Say two roots of $p(x)$ are $x=a$ and $x=b$, $a\lt b$, and the two roots of $p'(x)$ are $r_1$ and $r_2$, with $a\lt r_1\lt r_2\lt b$. We will show that $p(x)$ has a zero strictly between $a$ and $b$, so that they are not "consecutive roots".
Since $p'(x)$ is a quadratic, it follows that $p'(x)$ changes signs at $x=r_1$ and at $x=r_2$. Replacing $p(x)$ with $-p(x)$ if necessary, we may assume that $p'(x)$ is positive to the left of $r_1$, negative between $r_1$ and $r_2$, and positive to the right of $r_2$.
That means that $p(x)$ is increasing on $(-\infty,r_1)$, decreasing on $(r_1,r_2)$, and increasing on $(r_2,\infty)$. Thus, $p(r_1)\gt 0$ (since $p(a)=0$ and $a\lt r_1$); and $p(r_2)\lt 0$ (because $p(b)=0$ and $r_2\lt b$). By the intermediate value theorem, it follows that $p(x)$ has a zero between $r_1$ and $r_2$, hence $p(x)$ has a zero between $a$ and $b$.
On the other hand, if you allow one of the roots of $p'(x)$ to coincide with either $a$ or $b$, then you can take $a=0$, $b=1$, and $p(x) = x(x-1)^2$ as a counterexample; here you get $p'(x) = (x-1)^2 + x(x-1) = (x-1)(x-1+x) = (x-1)(2x-1)$, which has roots at $x=\frac{1}{2}$ and $x=1$, both "between" $a$ and $b$ (since we are allowing them to equal $b$ in this scenario).

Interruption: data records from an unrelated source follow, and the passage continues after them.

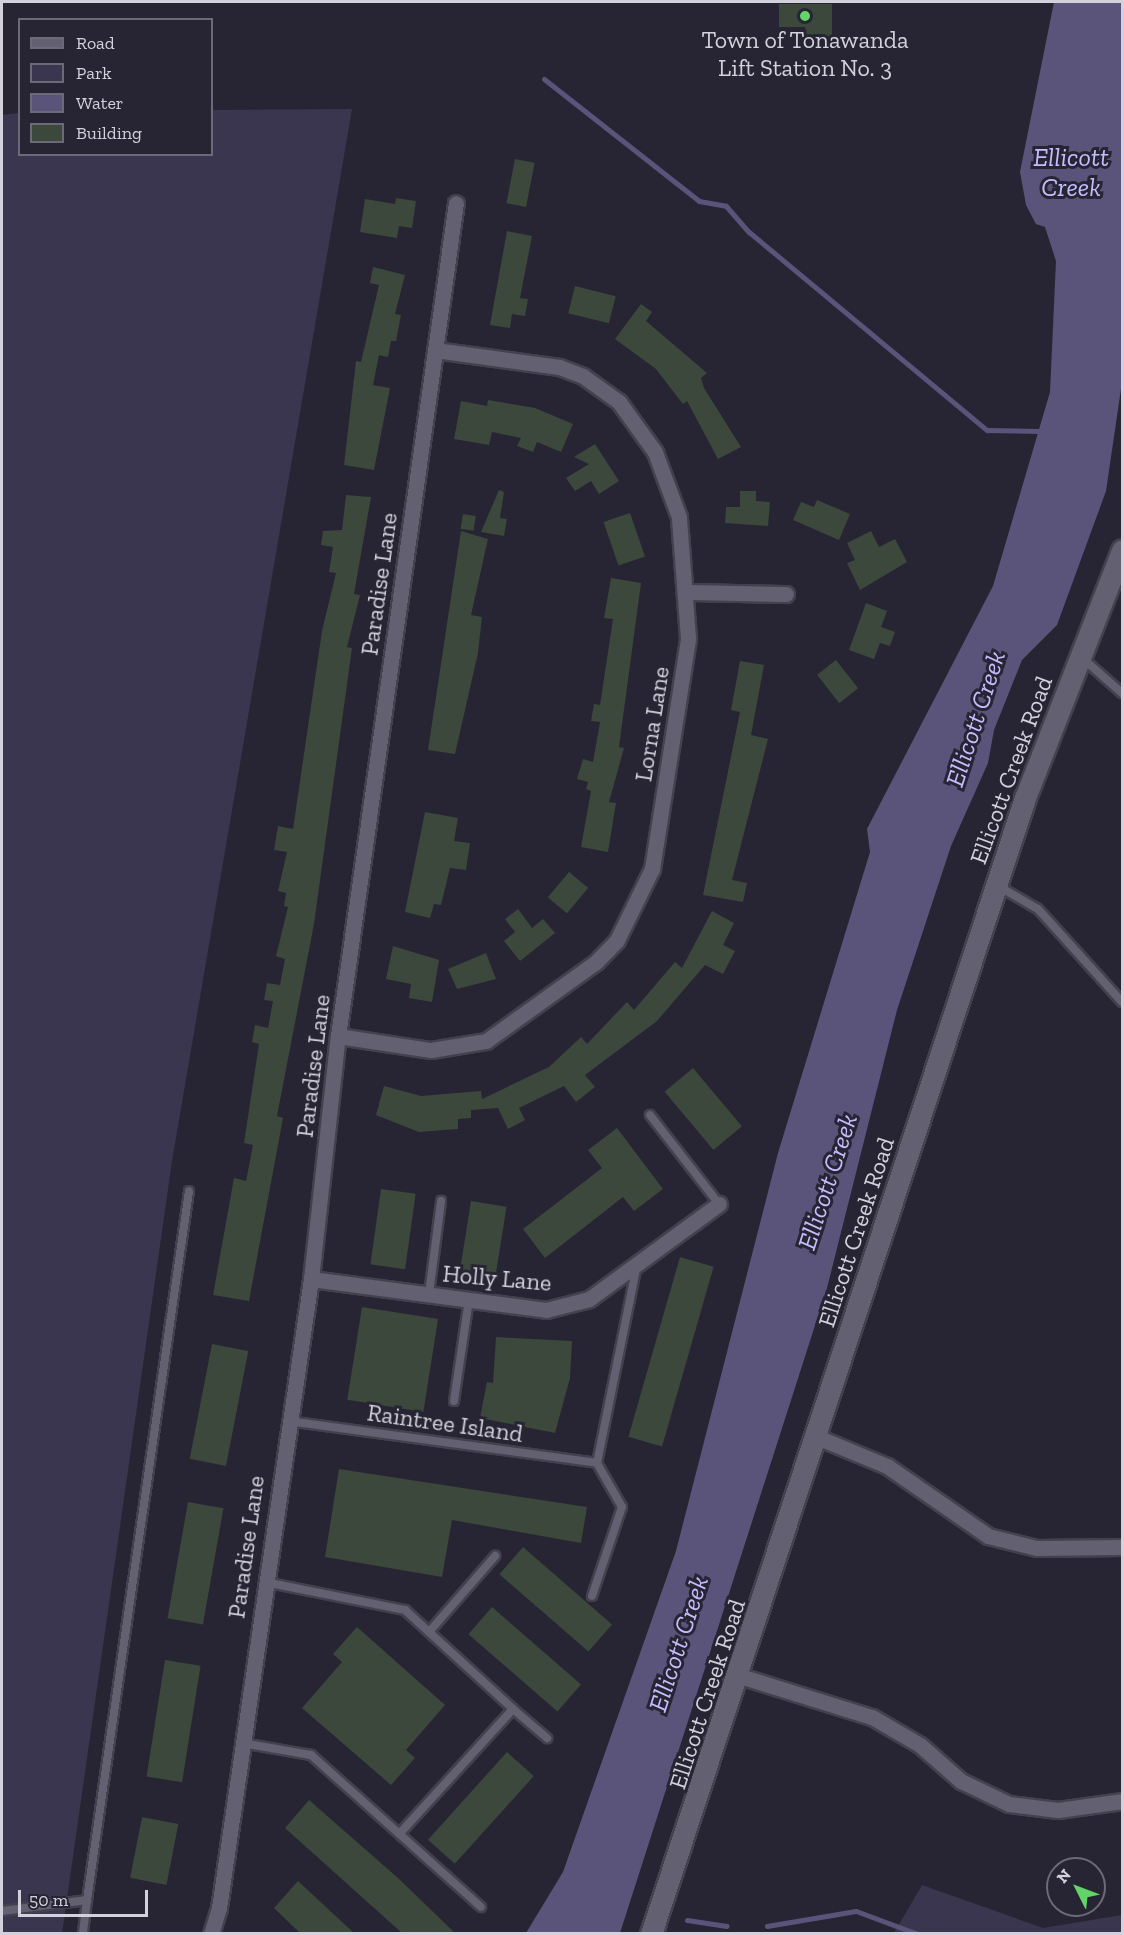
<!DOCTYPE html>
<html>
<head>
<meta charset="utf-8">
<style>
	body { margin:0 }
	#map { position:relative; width:1124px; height:1935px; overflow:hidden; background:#272533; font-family:"Zilla Slab",serif }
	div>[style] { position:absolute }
	.green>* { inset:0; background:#3a364f }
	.water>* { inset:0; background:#5a547b }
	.stream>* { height:5px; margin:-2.5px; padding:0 2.5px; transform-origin:2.5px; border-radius:2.5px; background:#5a547b }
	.building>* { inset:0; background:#3b483b; transform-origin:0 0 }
	.roads { filter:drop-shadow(2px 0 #43414d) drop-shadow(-2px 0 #43414d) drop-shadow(0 2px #43414d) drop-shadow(0 -2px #43414d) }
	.lane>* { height:8px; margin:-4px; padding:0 4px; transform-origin:4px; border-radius:4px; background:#626071 }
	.street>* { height:15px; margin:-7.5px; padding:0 7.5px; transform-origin:7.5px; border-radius:7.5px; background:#626071 }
	.secondary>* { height:21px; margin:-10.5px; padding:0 10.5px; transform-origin:10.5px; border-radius:10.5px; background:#626071 }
	.dots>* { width:16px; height:16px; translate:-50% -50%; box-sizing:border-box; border:3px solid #272533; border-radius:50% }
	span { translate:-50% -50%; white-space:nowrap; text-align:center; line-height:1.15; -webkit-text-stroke:6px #272533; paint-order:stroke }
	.poi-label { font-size:24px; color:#d3d2dc }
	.street-label { font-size:24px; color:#d3d2dc }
	.water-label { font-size:26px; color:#c5bdff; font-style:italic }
	.frame { position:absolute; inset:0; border:3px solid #d3d2dc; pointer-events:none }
	.legend { position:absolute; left:18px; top:18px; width:195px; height:138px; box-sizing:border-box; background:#272533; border:2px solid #6c6a77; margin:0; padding:8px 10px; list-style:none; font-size:18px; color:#d3d2dc }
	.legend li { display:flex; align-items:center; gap:12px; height:30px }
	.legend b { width:30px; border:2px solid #6c6a77 }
	.north { position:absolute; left:1046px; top:1857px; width:60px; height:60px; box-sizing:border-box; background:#272533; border:2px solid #6c6a77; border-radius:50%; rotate:312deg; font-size:16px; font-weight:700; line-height:24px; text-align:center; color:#d3d2dc }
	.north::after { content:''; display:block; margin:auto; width:21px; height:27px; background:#63d469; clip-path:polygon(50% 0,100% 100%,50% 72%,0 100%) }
	.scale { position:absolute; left:18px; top:1890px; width:130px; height:27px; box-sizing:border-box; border:3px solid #d3d2dc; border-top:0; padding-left:8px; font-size:18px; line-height:21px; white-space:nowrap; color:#d3d2dc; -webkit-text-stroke:4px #272533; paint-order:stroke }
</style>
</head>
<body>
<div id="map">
	<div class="green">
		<i style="clip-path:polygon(352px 109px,172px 1161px,62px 1934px,2px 1933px,2px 115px,19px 113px,20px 154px,212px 154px,212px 110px)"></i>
		<i style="clip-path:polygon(922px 1885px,1043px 1928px,1122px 1915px,1122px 1933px,894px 1933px)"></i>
	</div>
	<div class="water">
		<i style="clip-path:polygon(1054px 2px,1122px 2px,1122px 382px,1106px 491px,1057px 625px,1022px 660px,994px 730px,988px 763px,951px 846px,897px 1010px,827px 1288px,620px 1933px,526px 1933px,563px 1872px,676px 1551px,778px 1153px,870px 852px,867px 829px,993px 586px,1050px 392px,1056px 261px,1045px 227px,1036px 224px,1026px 205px,1020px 172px)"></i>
	</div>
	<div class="stream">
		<i style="left:544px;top:79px;width:197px;rotate:38.2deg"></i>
		<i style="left:699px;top:201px;width:27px;rotate:10deg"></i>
		<i style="left:726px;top:206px;width:35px;rotate:49deg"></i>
		<i style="left:749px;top:232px;width:310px;rotate:39.8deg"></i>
		<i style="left:987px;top:430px;width:51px;rotate:1.1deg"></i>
		<i style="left:687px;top:1920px;width:40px;rotate:8.5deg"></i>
		<i style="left:767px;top:1926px;width:90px;rotate:-9.6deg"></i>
		<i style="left:856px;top:1911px;width:66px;rotate:20.4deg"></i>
	</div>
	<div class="building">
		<i style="clip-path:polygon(779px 4px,832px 4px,832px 37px,805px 38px,805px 27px,779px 27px)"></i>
		<i style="left:515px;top:159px;width:20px;height:45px;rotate:11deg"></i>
		<i style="clip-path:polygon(396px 198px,416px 201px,412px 228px,399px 226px,397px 238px,360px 232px,365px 199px,395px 204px)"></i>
		<i style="clip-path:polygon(507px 231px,532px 236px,520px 298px,528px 299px,525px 316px,512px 314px,510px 328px,490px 325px)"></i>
		<i style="clip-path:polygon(373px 267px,405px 275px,395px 314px,401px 315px,396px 341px,391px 341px,388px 357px,379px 355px,373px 385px,390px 388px,374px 470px,344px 465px,356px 361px,361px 362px,379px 285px,370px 283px)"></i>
		<i style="left:575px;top:286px;width:42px;height:28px;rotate:14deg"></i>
		<i style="clip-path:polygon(641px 304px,652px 312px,646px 321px,707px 373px,701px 378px,704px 388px,741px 447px,718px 459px,687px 401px,683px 404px,656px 369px,615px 339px)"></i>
		<i style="clip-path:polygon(488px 400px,535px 408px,573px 424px,561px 452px,537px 442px,533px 452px,517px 446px,521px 438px,492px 432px,489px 445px,454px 439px,461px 401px,487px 406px)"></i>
		<i style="clip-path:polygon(595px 444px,619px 481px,599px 494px,591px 481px,575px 491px,566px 478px,589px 464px,574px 457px)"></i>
		<i style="clip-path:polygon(499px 490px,504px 492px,500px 518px,507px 519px,504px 536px,481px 532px)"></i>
		<i style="clip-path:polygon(740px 491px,756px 491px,756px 501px,770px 502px,768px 526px,725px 523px,726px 507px,740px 507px)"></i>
		<i style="clip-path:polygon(346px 495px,371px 497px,354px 594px,360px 595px,347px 647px,352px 648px,314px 924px,277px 1116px,283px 1118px,249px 1301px,213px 1295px,234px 1178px,246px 1181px,253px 1145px,244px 1143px,259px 1044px,252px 1042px,255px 1025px,268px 1028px,273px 1001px,264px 1000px,267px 983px,280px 985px,285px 959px,276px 956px,288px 907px,284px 906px,286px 893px,278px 891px,287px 852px,274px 850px,278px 826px,293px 829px,322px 631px,336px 573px,329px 572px,333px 547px,321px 545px,323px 531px,342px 530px)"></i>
		<i style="clip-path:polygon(817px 500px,850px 514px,839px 540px,793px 520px,801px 502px,814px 507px)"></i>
		<i style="left:630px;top:513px;width:46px;height:28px;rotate:71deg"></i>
		<i style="left:463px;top:514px;width:13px;height:15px;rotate:9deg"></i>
		<i style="clip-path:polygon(461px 531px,488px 539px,471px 615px,482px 617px,478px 653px,455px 754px,428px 750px)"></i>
		<i style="clip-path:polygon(871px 531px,879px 547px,895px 539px,907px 562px,860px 590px,847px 563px,855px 560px,847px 543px)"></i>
		<i style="clip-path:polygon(611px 578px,641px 583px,619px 747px,624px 748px,609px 802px,616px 803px,608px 852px,581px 847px,591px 791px,586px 789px,588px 782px,577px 779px,583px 759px,593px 762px,600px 722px,591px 721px,594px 704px,600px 705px,613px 619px,604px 618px)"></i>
		<i style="clip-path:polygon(866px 603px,887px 611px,881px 627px,895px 632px,890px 646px,880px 643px,874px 659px,849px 650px)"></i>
		<i style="left:836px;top:660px;width:36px;height:24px;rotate:52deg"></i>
		<i style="clip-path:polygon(740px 661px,764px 665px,751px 735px,768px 739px,732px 880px,747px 883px,743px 902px,703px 895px,740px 712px,731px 710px)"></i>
		<i style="clip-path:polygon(425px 812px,458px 818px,454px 841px,470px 843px,466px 870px,450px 868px,441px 905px,434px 904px,430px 918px,405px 912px)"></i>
		<i style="left:569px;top:872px;width:25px;height:33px;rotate:40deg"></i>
		<i style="clip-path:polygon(518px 909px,532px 928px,543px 919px,555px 933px,520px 961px,504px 941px,515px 932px,505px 919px)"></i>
		<i style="clip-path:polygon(712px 911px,734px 923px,723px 945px,735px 951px,723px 974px,705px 965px,657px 1021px,585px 1075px,595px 1087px,576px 1102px,564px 1086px,519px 1108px,525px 1120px,508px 1129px,498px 1108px,471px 1110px,471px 1118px,458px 1119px,458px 1129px,419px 1132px,376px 1115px,384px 1086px,421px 1096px,481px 1091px,482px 1099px,549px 1067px,581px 1037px,587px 1044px,627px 1002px,634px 1010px,675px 962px,682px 968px)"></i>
		<i style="clip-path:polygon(393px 946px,439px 960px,432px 1002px,409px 998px,411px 984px,386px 979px)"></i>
		<i style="clip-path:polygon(486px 953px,496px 979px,457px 989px,448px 969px)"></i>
		<i style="left:693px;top:1068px;width:76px;height:37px;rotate:50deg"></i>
		<i style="clip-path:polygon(617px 1128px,663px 1189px,634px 1211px,623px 1197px,545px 1258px,523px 1229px,602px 1168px,588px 1150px)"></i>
		<i style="left:381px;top:1189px;width:35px;height:76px;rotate:8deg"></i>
		<i style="left:471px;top:1201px;width:36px;height:77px;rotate:9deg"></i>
		<i style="left:680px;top:1257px;width:35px;height:187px;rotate:16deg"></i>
		<i style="left:362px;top:1307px;width:77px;height:94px;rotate:9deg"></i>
		<i style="clip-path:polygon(496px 1337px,572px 1341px,570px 1378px,555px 1433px,480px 1418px,487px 1382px,493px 1383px)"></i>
		<i style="left:212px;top:1344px;width:37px;height:117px;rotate:11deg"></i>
		<i style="clip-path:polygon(339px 1469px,587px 1507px,581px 1543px,452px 1520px,442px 1577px,325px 1557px)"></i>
		<i style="left:188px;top:1502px;width:36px;height:118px;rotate:10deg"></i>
		<i style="left:523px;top:1547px;width:118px;height:36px;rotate:41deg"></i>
		<i style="left:492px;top:1607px;width:118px;height:36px;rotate:41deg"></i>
		<i style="clip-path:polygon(357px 1627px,445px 1705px,406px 1750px,415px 1758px,391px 1785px,302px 1708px,342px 1662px,333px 1654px)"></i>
		<i style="left:165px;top:1660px;width:36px;height:118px;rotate:9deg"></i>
		<i style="left:507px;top:1752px;width:36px;height:118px;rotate:42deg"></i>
		<i style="clip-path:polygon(309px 1800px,398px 1878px,456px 1934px,403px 1934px,285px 1828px)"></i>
		<i style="left:142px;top:1817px;width:37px;height:62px;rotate:11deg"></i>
		<i style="clip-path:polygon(298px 1881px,355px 1934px,301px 1934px,274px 1908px)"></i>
	</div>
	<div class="roads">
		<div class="lane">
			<i style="left:1081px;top:657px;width:55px;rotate:41.3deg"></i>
			<i style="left:998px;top:886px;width:46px;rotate:29.9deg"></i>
			<i style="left:1038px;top:909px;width:125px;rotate:47.9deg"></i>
			<i style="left:650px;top:1115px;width:113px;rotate:52.2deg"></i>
			<i style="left:429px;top:1294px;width:94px;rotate:-82.6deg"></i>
			<i style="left:454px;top:1401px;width:102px;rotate:-81.6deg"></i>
			<i style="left:288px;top:1421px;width:312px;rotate:7.7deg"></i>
			<i style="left:265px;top:1582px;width:143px;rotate:11.3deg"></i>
			<i style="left:405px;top:1610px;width:147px;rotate:42.5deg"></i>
			<i style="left:513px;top:1709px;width:168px;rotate:132.3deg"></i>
			<i style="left:592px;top:1596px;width:94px;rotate:-71.4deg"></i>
			<i style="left:622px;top:1507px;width:51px;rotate:-119.6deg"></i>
			<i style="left:597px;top:1463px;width:202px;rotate:-78.6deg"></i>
			<i style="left:429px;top:1632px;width:101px;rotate:-49deg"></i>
			<i style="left:513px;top:1709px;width:45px;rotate:40.5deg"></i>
			<i style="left:242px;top:1743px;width:70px;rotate:9.9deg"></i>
			<i style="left:311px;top:1755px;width:228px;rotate:41.8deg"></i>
			<i style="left:87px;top:1900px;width:716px;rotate:-81.81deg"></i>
			<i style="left:2px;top:1911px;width:86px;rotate:-7.4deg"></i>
			<i style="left:87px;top:1900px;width:34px;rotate:97deg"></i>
		</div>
		<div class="street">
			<i style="left:687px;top:592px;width:99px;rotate:1.2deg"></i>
			<i style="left:338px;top:1036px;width:94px;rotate:8.6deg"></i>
			<i style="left:431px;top:1050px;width:56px;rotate:-9.3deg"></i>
			<i style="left:486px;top:1041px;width:135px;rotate:-35.7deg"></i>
			<i style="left:596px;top:962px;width:30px;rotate:-46deg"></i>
			<i style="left:617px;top:940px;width:79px;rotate:-63.8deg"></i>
			<i style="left:652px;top:869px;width:234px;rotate:-81.1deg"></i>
			<i style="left:688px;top:638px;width:121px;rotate:-94.3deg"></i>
			<i style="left:679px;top:517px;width:69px;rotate:-110.3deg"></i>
			<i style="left:655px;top:452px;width:62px;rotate:-125.8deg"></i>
			<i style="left:619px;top:402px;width:44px;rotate:-144.2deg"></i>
			<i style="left:583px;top:376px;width:26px;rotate:-159deg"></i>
			<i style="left:559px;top:367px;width:125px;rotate:-172.2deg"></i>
			<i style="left:311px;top:1279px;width:237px;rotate:7.5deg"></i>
			<i style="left:546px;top:1310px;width:44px;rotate:-14.3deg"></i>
			<i style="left:589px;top:1299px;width:161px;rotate:-36.2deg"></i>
			<i style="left:817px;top:1437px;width:76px;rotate:22.5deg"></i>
			<i style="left:887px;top:1466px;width:123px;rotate:34.7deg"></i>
			<i style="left:988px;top:1536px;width:50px;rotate:13.8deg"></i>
			<i style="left:1037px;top:1548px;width:85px;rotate:-0.7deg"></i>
			<i style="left:740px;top:1676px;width:138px;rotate:17.3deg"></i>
			<i style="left:872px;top:1717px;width:56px;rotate:30.3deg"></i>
			<i style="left:920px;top:1745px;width:55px;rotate:41.3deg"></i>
			<i style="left:961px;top:1781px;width:53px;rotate:25.6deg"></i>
			<i style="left:1009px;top:1804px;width:49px;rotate:7deg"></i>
			<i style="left:1058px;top:1810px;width:65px;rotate:-8deg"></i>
			<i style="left:211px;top:1934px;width:27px;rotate:-73deg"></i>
			<i style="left:219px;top:1908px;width:636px;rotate:-81.68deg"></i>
			<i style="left:311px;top:1279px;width:244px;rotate:-83.7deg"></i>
			<i style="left:338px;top:1036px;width:841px;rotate:-81.94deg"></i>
		</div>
		<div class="secondary">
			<i style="left:651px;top:1934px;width:1196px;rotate:-71.78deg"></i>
			<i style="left:1025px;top:798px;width:266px;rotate:-68.6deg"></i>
		</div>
	</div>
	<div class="dots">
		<i style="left:805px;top:16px;background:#63d469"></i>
	</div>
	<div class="poi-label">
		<span style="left:805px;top:54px">Town of Tonawanda<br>Lift Station No. 3</span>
	</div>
	<div class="street-label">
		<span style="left:379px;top:584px;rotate:-82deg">Paradise Lane</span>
		<span style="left:652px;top:724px;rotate:-81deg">Lorna Lane</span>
		<span style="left:1011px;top:770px;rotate:-70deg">Ellicott Creek Road</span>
		<span style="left:313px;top:1066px;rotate:-83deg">Paradise Lane</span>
		<span style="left:856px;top:1232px;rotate:-72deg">Ellicott Creek Road</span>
		<span style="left:497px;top:1278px;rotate:5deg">Holly Lane</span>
		<span style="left:445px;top:1423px;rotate:8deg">Raintree Island</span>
		<span style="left:246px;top:1547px;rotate:-82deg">Paradise Lane</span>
		<span style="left:707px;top:1694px;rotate:-72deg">Ellicott Creek Road</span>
	</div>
	<div class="water-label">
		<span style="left:1071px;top:173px">Ellicott<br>Creek</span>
		<span style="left:976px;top:719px;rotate:-72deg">Ellicott Creek</span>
		<span style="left:828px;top:1182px;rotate:-72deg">Ellicott Creek</span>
		<span style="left:679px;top:1644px;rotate:-72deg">Ellicott Creek</span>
	</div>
	<div class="frame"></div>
	<ul class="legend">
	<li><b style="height:8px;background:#626071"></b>Road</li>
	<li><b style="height:16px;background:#3a364f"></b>Park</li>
	<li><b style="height:16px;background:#5a547b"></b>Water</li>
	<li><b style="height:16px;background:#3b483b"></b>Building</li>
	</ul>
	<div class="north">N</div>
	<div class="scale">50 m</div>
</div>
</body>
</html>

If you allow the two roots of $p'(x)$ to coincide, that is, to be a double root, then you are fine again unless all the roots for both $p(x)$ and $p'(x)$ coincide. By doing a horizontal shift we may assume that the double root of $p'(x)$ is at $0$, so that $p'(x) = Ax^2$ for some nonzero $A$; then $p(x)=ax^3+c$ for some $c$, and this polynomial has a single real root at $x=\sqrt[3]{-\frac{c}{a}}$; but if $c\neq 0$ then the roots of $p'(x)$ are not "between" the roots of $p(x)$. And if $c=0$, then all roots are the same, which of course is possible.